How much silent can silence get?

I have seen my neighbour
His son,
An uncle,
An aunt,
A friend,
His mother
And his sister
Die

Death was never like this
Never kept coming and coming and coming and coming
Everyday
Each day
Each hour
Death was never so frequent and terrible.
It was lenient, more careful
Spaced out, helping me get on with it
Slow and steady.
But today,
Death rampages
I might not see you ever
And you might never be there.
How much silent can silence get?

Yes, beyond the governments and the institutions that govern us, it is a human failure
A failure to understand
That nature
Will always be a step ahead
A step behind
A step aside
A step asunder
That we begin to wonder
Whether all that we built was a waste.
All governments and charters
And ministers and martyrs.
A waste
When all we needed was a gulp of good air.

But we threw all that wasn’t to be thrown into our oceans
All that wasn’t to be buried, we buried in our soil
All that wasn’t to be air, was breathed
Till at last
It came to this
Being hung onto a nail
Dangling
Abandoned by ambition
That once led us into thinking of horizons of
Starlit building
And starlit cars.
Lighting our world, ignition.

Ambitions of money, of power and greed
Of which there was never
A need
Ever
But we forced on
And forced on
On top the poor the burden of our comfort
Of our food
Of our greed.
From which there was no return.

Birds were hunted, mass killings of trees
Animals displaced
Children trafficked
Rivers left dry of their fishes

Remember, those fishes, gasping across the deck of the boat,
That once adorned TV screens
We watched
The shimmering dying bodies
Gasping
For air.

It is us now
It is you now
Now
Now
Now!
That is you and me.

Let us all keep quiet for that is us now.

Amidst this suffering,
I see life carrying on
I see people help each other.
I see families being reunited
I see friends talking to each other
I see the Peepal tree outside my room, bloom, and dance to the May Breeze
The waning moon,
The dawn ushering the sun of the sky.
I see the blue sky
With all that it has endured
In the past month
Singed with the burnt flesh of its children rising up
Up
Up
Up
Searing through it
And making a flatline of grief and terror.

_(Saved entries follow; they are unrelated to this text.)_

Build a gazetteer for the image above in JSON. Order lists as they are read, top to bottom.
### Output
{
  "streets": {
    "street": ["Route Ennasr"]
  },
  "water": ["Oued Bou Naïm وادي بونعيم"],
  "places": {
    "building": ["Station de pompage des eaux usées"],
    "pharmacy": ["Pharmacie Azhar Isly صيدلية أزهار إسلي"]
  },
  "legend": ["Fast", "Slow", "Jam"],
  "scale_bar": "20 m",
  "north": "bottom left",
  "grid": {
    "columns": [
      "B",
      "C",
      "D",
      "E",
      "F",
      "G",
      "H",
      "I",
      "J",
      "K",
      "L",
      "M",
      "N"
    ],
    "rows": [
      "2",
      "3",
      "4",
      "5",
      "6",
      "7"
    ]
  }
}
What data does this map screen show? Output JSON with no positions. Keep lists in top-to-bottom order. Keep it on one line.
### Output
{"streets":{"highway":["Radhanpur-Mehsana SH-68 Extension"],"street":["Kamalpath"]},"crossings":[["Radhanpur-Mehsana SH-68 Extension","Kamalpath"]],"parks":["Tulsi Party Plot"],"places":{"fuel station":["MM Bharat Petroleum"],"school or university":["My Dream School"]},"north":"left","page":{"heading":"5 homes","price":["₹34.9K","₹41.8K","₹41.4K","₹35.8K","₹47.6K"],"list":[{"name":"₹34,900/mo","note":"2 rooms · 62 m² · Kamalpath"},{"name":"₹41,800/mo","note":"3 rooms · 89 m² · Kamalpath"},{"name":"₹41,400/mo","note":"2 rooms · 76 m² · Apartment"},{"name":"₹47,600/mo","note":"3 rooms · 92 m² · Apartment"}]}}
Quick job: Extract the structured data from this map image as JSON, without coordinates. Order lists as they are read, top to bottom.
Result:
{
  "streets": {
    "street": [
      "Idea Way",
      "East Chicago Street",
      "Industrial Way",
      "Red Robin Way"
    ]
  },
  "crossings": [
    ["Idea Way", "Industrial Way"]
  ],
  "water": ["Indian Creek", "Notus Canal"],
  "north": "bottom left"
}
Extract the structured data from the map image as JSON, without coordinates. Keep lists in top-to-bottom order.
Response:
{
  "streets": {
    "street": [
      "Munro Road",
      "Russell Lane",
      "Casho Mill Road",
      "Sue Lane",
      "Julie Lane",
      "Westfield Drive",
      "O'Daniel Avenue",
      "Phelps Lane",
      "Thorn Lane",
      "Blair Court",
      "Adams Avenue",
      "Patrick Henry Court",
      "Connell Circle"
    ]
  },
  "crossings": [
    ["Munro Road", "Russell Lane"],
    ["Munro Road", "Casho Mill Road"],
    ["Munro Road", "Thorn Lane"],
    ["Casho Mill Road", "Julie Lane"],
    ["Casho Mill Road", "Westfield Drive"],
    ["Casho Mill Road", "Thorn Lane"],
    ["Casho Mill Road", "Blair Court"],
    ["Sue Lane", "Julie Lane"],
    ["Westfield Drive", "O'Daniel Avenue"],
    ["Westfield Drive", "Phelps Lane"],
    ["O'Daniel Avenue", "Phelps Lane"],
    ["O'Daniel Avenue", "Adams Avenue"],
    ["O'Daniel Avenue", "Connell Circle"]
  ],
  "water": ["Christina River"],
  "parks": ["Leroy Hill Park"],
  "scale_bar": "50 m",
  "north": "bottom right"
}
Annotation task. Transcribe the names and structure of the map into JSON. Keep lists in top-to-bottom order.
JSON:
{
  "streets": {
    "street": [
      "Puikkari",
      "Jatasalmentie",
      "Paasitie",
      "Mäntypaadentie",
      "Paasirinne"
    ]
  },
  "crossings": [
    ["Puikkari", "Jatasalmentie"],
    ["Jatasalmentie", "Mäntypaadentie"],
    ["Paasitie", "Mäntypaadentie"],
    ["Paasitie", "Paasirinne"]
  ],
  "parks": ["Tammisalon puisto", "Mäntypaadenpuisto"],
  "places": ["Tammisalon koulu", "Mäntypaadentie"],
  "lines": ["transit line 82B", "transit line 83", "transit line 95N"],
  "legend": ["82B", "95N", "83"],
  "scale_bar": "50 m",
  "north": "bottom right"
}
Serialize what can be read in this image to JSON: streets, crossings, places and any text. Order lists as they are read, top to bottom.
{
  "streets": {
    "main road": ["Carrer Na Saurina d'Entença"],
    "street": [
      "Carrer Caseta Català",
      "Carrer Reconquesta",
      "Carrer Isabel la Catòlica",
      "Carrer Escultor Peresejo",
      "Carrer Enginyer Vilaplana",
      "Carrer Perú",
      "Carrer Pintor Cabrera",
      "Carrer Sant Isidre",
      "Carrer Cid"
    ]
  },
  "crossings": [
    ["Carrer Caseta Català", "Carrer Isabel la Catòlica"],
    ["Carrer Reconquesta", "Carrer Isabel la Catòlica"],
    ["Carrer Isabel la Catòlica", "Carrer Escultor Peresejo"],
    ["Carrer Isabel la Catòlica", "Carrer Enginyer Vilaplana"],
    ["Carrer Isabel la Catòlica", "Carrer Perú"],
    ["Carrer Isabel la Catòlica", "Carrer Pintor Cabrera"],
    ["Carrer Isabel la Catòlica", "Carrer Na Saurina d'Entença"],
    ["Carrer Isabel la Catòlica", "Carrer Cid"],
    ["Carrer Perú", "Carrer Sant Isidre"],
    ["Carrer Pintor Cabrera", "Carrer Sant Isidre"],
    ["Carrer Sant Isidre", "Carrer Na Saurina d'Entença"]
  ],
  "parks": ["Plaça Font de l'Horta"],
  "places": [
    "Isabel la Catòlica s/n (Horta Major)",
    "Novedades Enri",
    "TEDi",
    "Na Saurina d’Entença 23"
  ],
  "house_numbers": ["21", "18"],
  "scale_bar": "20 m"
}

I can never make that flatline go away.
It keeps beeping
With the loss
The fear
The terror
The wail
The siren
Of families lost
Gone wild with grief and destruction
Beeping
With anger for leaders and ministers
Who never warned?
Never prepared
Never led

Beeping
With anguish for the many children
On the streets
Living in fear
Paranoia
Parents dead from the disease
Whatever must be happening to them?
To them?
To them?

Beeping
With suffering
Cruel as it may be
It will stay
In the eyes of my neighbour who sees her young dead husband every day.

In the hands of that child, who held her father every morning?
On the skins of many will be etched the silence of the misery they endured
How much silent can silence get?
Alone
Outstretched
Yet alone
Each day
Sitting
Waiting
Remembering
For them to come back
Come back
Come back
Please come back papa.
Please mummy come back.
My son, come back
Come
Come
Just come back for once.
In return there is that never ending
Never returning
Beeping
Beeping
Beeping
Beeping.

Megha Anne Wilson is from India. She is a literature graduate from Delhi University and loves to travel the mountains. She is a serious dog lover and a tree hugger. Words help her steer her imagination but in the current pandemic, she is faced with an acute pause, of one she is wanting to speak but can’t somehow.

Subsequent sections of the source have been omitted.